Clustered covariances or clustered standard errors are very widely used to account for correlated or clustered data, especially in economics, political sciences, and other social sciences. They are employed to adjust the inference following estimation of a standard least-squares regression or generalized linear model estimated by maximum likelihood. Although many publications just refer to ``the’’ clustered standard errors, there is a surprisingly wide variety of clustered covariances, particularly due to different flavors of bias corrections. Furthermore, while the linear regression model is certainly the most important application case, the same strategies can be employed in more general models (e.g., for zero-inflated, censored, or limited responses).
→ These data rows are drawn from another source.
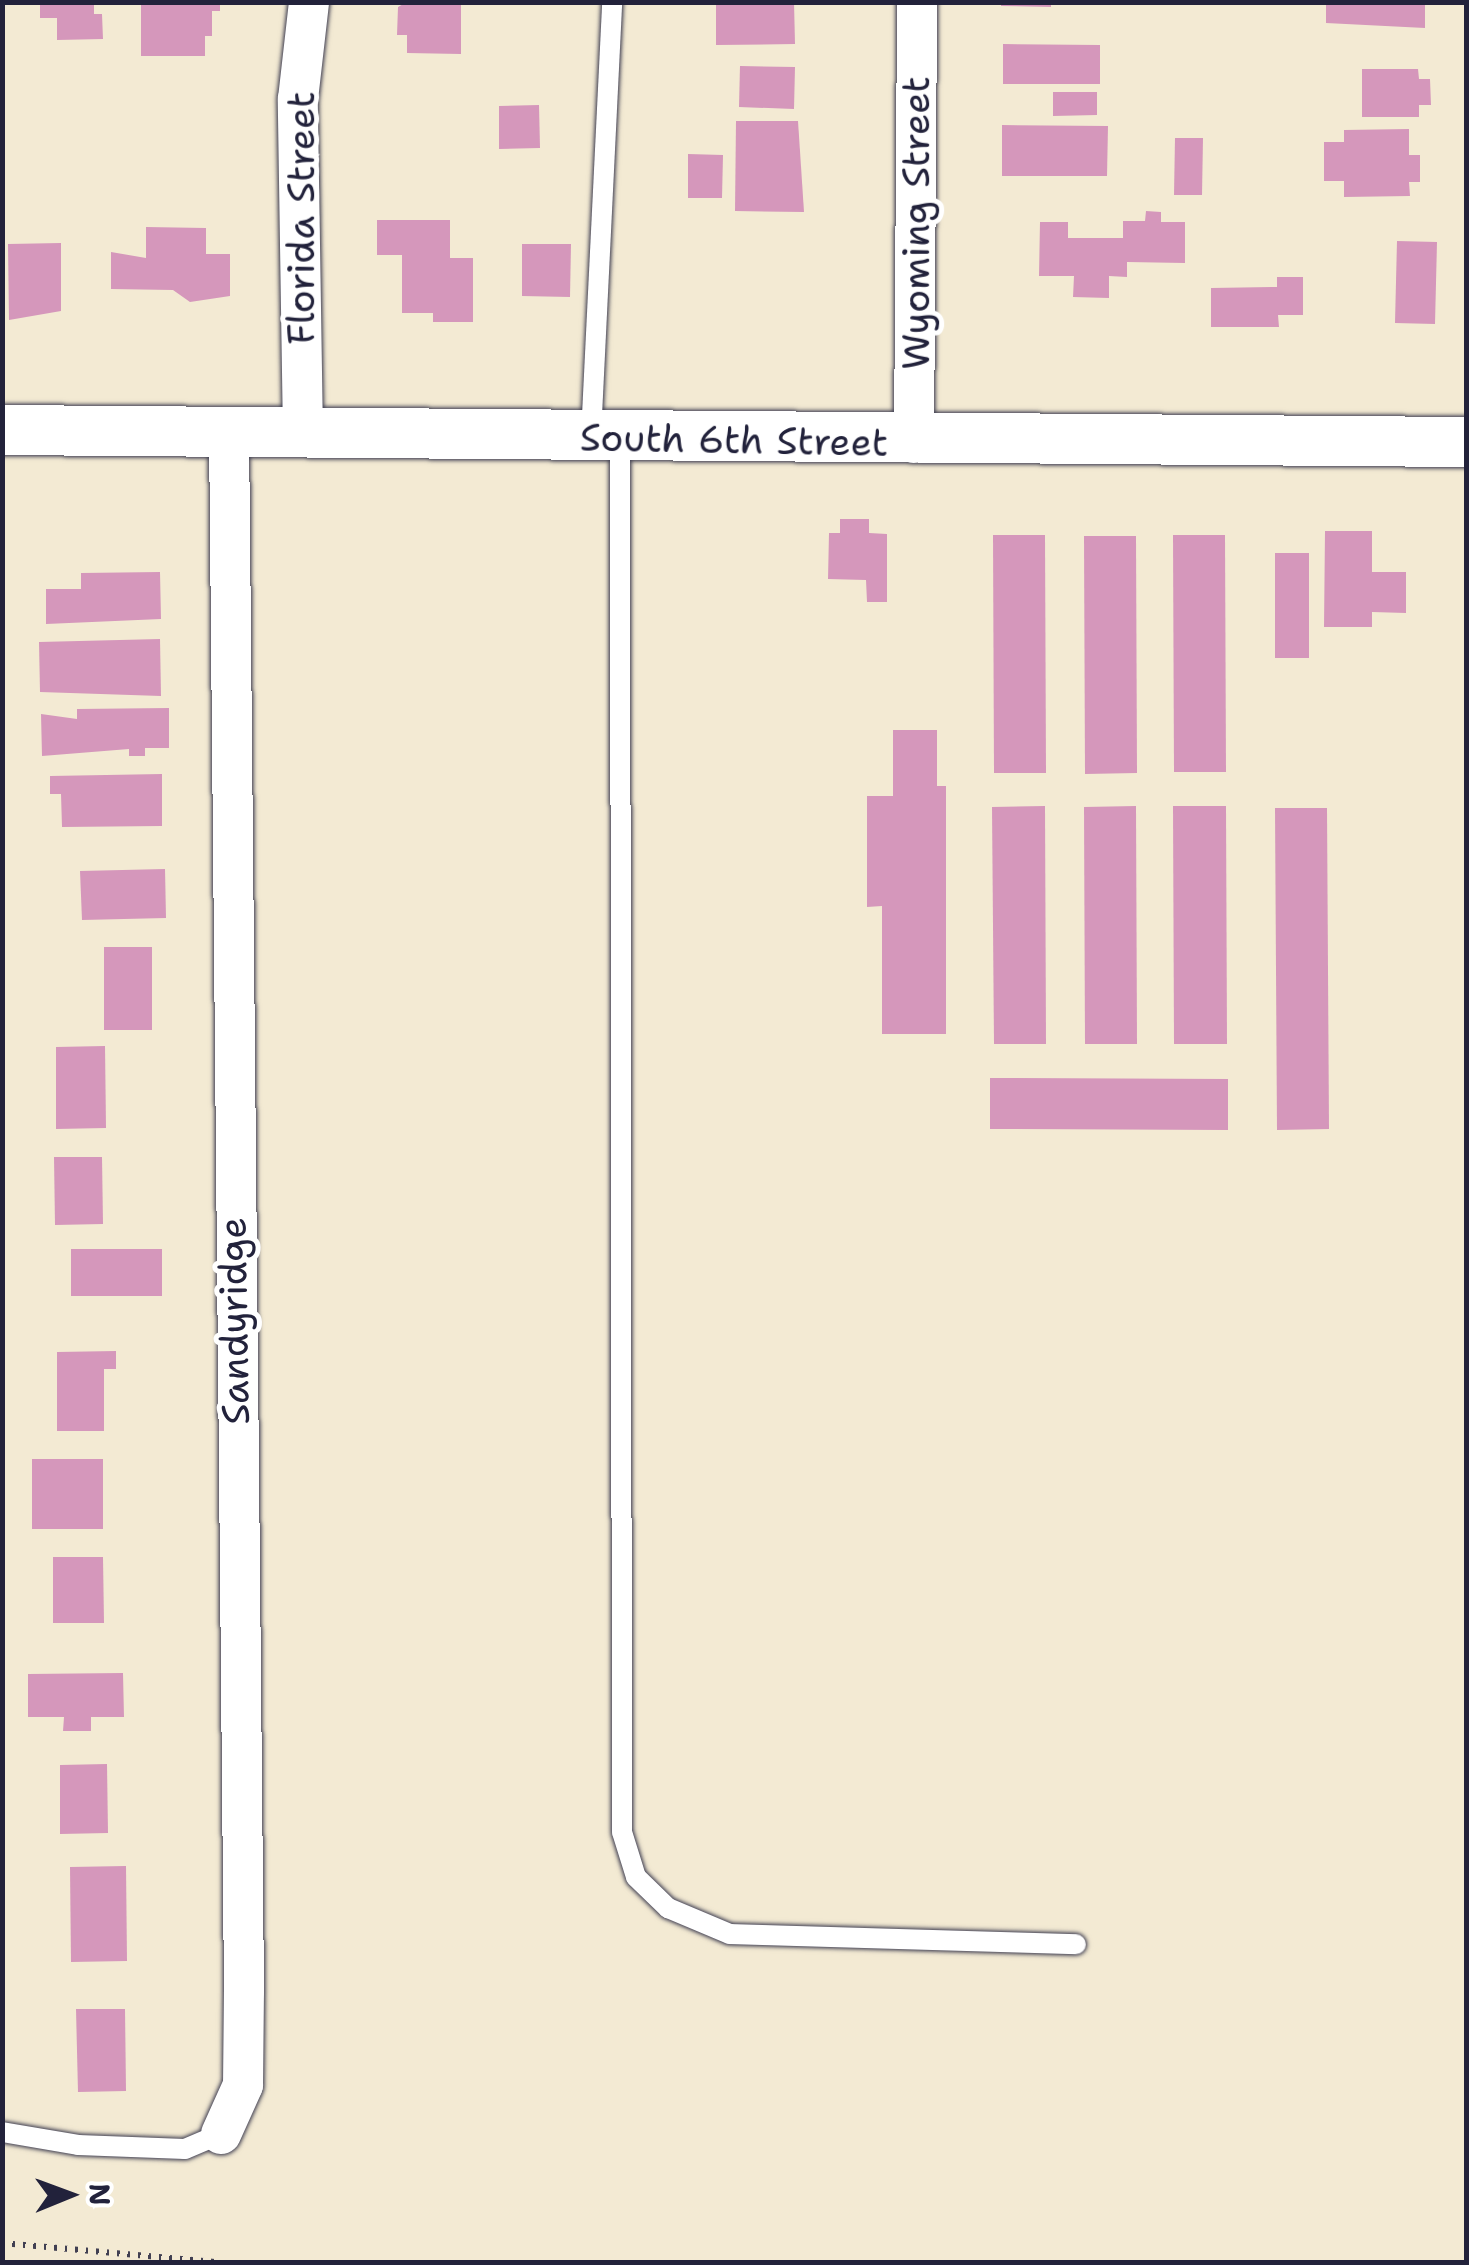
<!DOCTYPE html>
<html>
<head>
<meta charset="utf-8">
<style>
  body { margin:0 }
  #map { position:relative; width:1469px; height:2265px; overflow:hidden; background:#f3ead3; font-family:"Shantell Sans",sans-serif }
  div>[style] { position:absolute }
  .building>* { inset:0; background:#d597bb }
  .path>* { height:6px; margin-top:-3px; transform-origin:0; background:repeating-linear-gradient(90deg,#414052 0 2.5px,transparent 0 10.5px) }
  .roads { filter:drop-shadow(0 0 2px #414052) drop-shadow(0 0 2px #414052) }
  .service>* { height:20px; margin:-10px; padding:0 10px; transform-origin:10px; border-radius:10px; background:#fff }
  .minor>* { height:40px; margin:-20px; padding:0 20px; transform-origin:20px; border-radius:20px; background:#fff }
  .tertiary>* { height:50px; margin:-25px; padding:0 25px; transform-origin:25px; border-radius:25px; background:#fff }
  span { translate:-50% -50%; white-space:nowrap; text-align:center; line-height:1.15; -webkit-text-stroke:10px #fff; paint-order:stroke }
  .street-label { font-size:38px; color:#22223b }
  .frame { position:absolute; inset:0; border:5px solid #22223b; pointer-events:none }
  .north { position:absolute; left:20px; top:2145px; width:100px; height:100px; -webkit-text-stroke:8px #fff; paint-order:stroke; rotate:89deg; font-size:28px; font-weight:700; line-height:40px; text-align:center; color:#22223b }
  .north::after { content:''; display:block; margin:auto; width:35px; height:45px; background:#22223b; clip-path:polygon(50% 0,100% 100%,50% 72%,0 100%) }
</style>
</head>
<body>
<div id="map">
  <div class="building">
    <i style="clip-path:polygon(40px 2px,94px 2px,94px 14px,102px 14px,103px 39px,57px 40px,57px 18px,40px 18px)"></i>
    <i style="clip-path:polygon(141px 2px,220px 2px,220px 11px,212px 11px,212px 36px,205px 36px,205px 56px,141px 56px)"></i>
    <i style="clip-path:polygon(407px 2px,461px 2px,461px 54px,407px 53px,407px 35px,397px 35px,398px 7px)"></i>
    <i style="clip-path:polygon(716px 2px,794px 2px,795px 44px,716px 45px)"></i>
    <i style="clip-path:polygon(1001px 2px,1051px 2px,1051px 7px,1001px 6px)"></i>
    <i style="clip-path:polygon(1326px 2px,1425px 2px,1425px 28px,1326px 23px)"></i>
    <i style="clip-path:polygon(1003px 44px,1100px 45px,1100px 84px,1003px 84px)"></i>
    <i style="clip-path:polygon(740px 66px,795px 67px,794px 109px,739px 107px)"></i>
    <i style="clip-path:polygon(1362px 69px,1418px 69px,1419px 79px,1430px 79px,1431px 105px,1419px 105px,1419px 117px,1362px 117px)"></i>
    <i style="clip-path:polygon(1053px 92px,1097px 92px,1097px 115px,1053px 116px)"></i>
    <i style="clip-path:polygon(539px 105px,540px 148px,499px 149px,499px 106px)"></i>
    <i style="clip-path:polygon(736px 121px,798px 121px,804px 212px,735px 211px)"></i>
    <i style="clip-path:polygon(1002px 125px,1108px 126px,1107px 176px,1002px 176px)"></i>
    <i style="clip-path:polygon(1409px 129px,1409px 155px,1420px 155px,1420px 182px,1409px 182px,1410px 196px,1344px 197px,1344px 181px,1324px 181px,1324px 142px,1344px 142px,1344px 130px)"></i>
    <i style="clip-path:polygon(1175px 138px,1203px 138px,1202px 195px,1174px 195px)"></i>
    <i style="clip-path:polygon(688px 154px,723px 155px,722px 198px,688px 198px)"></i>
    <i style="clip-path:polygon(1146px 211px,1161px 212px,1161px 222px,1185px 222px,1185px 263px,1127px 262px,1127px 277px,1109px 276px,1109px 298px,1073px 297px,1074px 276px,1039px 276px,1040px 222px,1068px 222px,1068px 238px,1123px 238px,1123px 221px,1145px 221px)"></i>
    <i style="clip-path:polygon(377px 220px,450px 220px,450px 258px,473px 258px,473px 322px,433px 322px,433px 313px,402px 313px,402px 255px,377px 255px)"></i>
    <i style="clip-path:polygon(146px 227px,206px 228px,206px 254px,230px 254px,230px 296px,190px 302px,173px 290px,111px 289px,111px 252px,146px 258px)"></i>
    <i style="clip-path:polygon(1397px 241px,1437px 242px,1435px 324px,1395px 323px)"></i>
    <i style="clip-path:polygon(61px 243px,61px 311px,9px 320px,8px 244px)"></i>
    <i style="clip-path:polygon(522px 244px,571px 244px,570px 297px,522px 296px)"></i>
    <i style="clip-path:polygon(1277px 277px,1303px 277px,1303px 315px,1278px 315px,1279px 327px,1211px 327px,1211px 288px,1277px 287px)"></i>
    <i style="clip-path:polygon(840px 519px,869px 519px,869px 533px,887px 534px,887px 602px,867px 602px,866px 580px,828px 579px,829px 533px,840px 533px)"></i>
    <i style="clip-path:polygon(1325px 531px,1372px 531px,1372px 572px,1406px 572px,1406px 613px,1372px 612px,1372px 627px,1324px 627px)"></i>
    <i style="clip-path:polygon(993px 535px,1045px 535px,1046px 773px,994px 773px)"></i>
    <i style="clip-path:polygon(1173px 535px,1225px 535px,1226px 772px,1174px 772px)"></i>
    <i style="clip-path:polygon(1084px 536px,1136px 536px,1137px 773px,1085px 774px)"></i>
    <i style="clip-path:polygon(1275px 553px,1309px 553px,1309px 658px,1275px 658px)"></i>
    <i style="clip-path:polygon(160px 572px,161px 619px,46px 624px,46px 589px,81px 589px,81px 573px)"></i>
    <i style="clip-path:polygon(160px 639px,161px 696px,40px 692px,39px 642px)"></i>
    <i style="clip-path:polygon(169px 708px,169px 748px,145px 748px,145px 756px,129px 756px,129px 749px,42px 756px,41px 714px,77px 719px,77px 709px)"></i>
    <i style="clip-path:polygon(893px 730px,937px 730px,937px 786px,946px 786px,946px 1034px,882px 1034px,882px 906px,867px 907px,867px 796px,893px 796px)"></i>
    <i style="clip-path:polygon(162px 774px,162px 826px,62px 827px,61px 794px,50px 794px,50px 776px)"></i>
    <i style="clip-path:polygon(1045px 806px,1046px 1044px,994px 1044px,992px 807px)"></i>
    <i style="clip-path:polygon(1136px 806px,1137px 1044px,1085px 1044px,1084px 807px)"></i>
    <i style="clip-path:polygon(1173px 806px,1226px 806px,1227px 1044px,1174px 1044px)"></i>
    <i style="clip-path:polygon(1275px 808px,1327px 808px,1329px 1129px,1277px 1130px)"></i>
    <i style="clip-path:polygon(165px 869px,166px 918px,82px 920px,80px 871px)"></i>
    <i style="clip-path:polygon(104px 947px,152px 947px,152px 1030px,104px 1030px)"></i>
    <i style="clip-path:polygon(105px 1046px,106px 1128px,56px 1129px,56px 1047px)"></i>
    <i style="clip-path:polygon(990px 1078px,1228px 1079px,1228px 1130px,990px 1129px)"></i>
    <i style="clip-path:polygon(54px 1157px,102px 1157px,103px 1224px,55px 1225px)"></i>
    <i style="clip-path:polygon(71px 1249px,162px 1249px,162px 1296px,71px 1296px)"></i>
    <i style="clip-path:polygon(116px 1351px,116px 1369px,104px 1369px,104px 1431px,57px 1431px,57px 1352px)"></i>
    <i style="clip-path:polygon(32px 1459px,103px 1459px,103px 1529px,32px 1529px)"></i>
    <i style="clip-path:polygon(53px 1557px,103px 1557px,104px 1623px,53px 1623px)"></i>
    <i style="clip-path:polygon(123px 1673px,124px 1717px,91px 1717px,91px 1731px,63px 1731px,64px 1717px,28px 1717px,28px 1674px)"></i>
    <i style="clip-path:polygon(107px 1764px,108px 1833px,60px 1834px,60px 1765px)"></i>
    <i style="clip-path:polygon(126px 1866px,127px 1961px,71px 1962px,70px 1867px)"></i>
    <i style="clip-path:polygon(76px 2009px,125px 2009px,126px 2091px,78px 2092px)"></i>
  </div>
  <div class="path">
    <i style="left:2px;top:2243px;width:214px;rotate:5.1deg"></i>
  </div>
  <div class="roads">
    <div class="service">
      <i style="left:591px;top:436px;width:435px;rotate:-87.2deg"></i>
      <i style="left:620px;top:439px;width:1393px;rotate:89.92deg"></i>
      <i style="left:622px;top:1832px;width:47px;rotate:72.7deg"></i>
      <i style="left:636px;top:1877px;width:45px;rotate:44.1deg"></i>
      <i style="left:668px;top:1908px;width:67px;rotate:22.8deg"></i>
      <i style="left:730px;top:1934px;width:346px;rotate:1.7deg"></i>
      <i style="left:2px;top:2132px;width:77px;rotate:9.7deg"></i>
      <i style="left:78px;top:2145px;width:107px;rotate:2.1deg"></i>
      <i style="left:185px;top:2149px;width:39px;rotate:-23deg"></i>
    </div>
    <div class="minor">
      <i style="left:303px;top:435px;width:336px;rotate:-90.9deg"></i>
      <i style="left:298px;top:99px;width:98px;rotate:-83.5deg"></i>
      <i style="left:914px;top:443px;width:441px;rotate:-89.6deg"></i>
      <i style="left:221px;top:2134px;width:54px;rotate:-65.8deg"></i>
      <i style="left:243px;top:2085px;width:94px;rotate:-89.4deg"></i>
      <i style="left:244px;top:1991px;width:1558px;rotate:-90.55deg"></i>
    </div>
    <div class="tertiary">
      <i style="left:2px;top:430px;width:1464px;rotate:0.47deg"></i>
    </div>
  </div>
  <div class="street-label">
    <span style="left:301px;top:218px;rotate:-90deg">Florida Street</span>
    <span style="left:916px;top:223px;rotate:-90deg">Wyoming Street</span>
    <span style="left:734px;top:440px;rotate:1deg">South 6th Street</span>
    <span style="left:234px;top:1321px;rotate:-91deg">Sandyridge</span>
  </div>
  <div class="frame"></div>
  <div class="north">N</div>
</div>
</body>
</html>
In R, functions for covariances in clustered or panel models have been somewhat scattered or available only for certain modeling functions, notably the (generalized) linear regression model. In contrast, an object-oriented approach to “robust” covariance matrix estimation - applicable beyond lm() and glm() - is available in the sandwich package but has been limited to the case of cross-section or time series data. Starting with sandwich 2.4.0, this shortcoming has been corrected: Based on methods for two generic functions (estfun() and bread()), clustered and panel covariances are provided in vcovCL(), vcovPL(), and vcovPC(). Moreover, clustered bootstrap covariances are provided in vcovBS(), using model update() on bootstrap samples. These are directly applicable to models from packages including MASS, pscl, countreg, and betareg, among many others. Some empirical illustrations are provided as well as an assessment of the methods’ performance in a simulation study.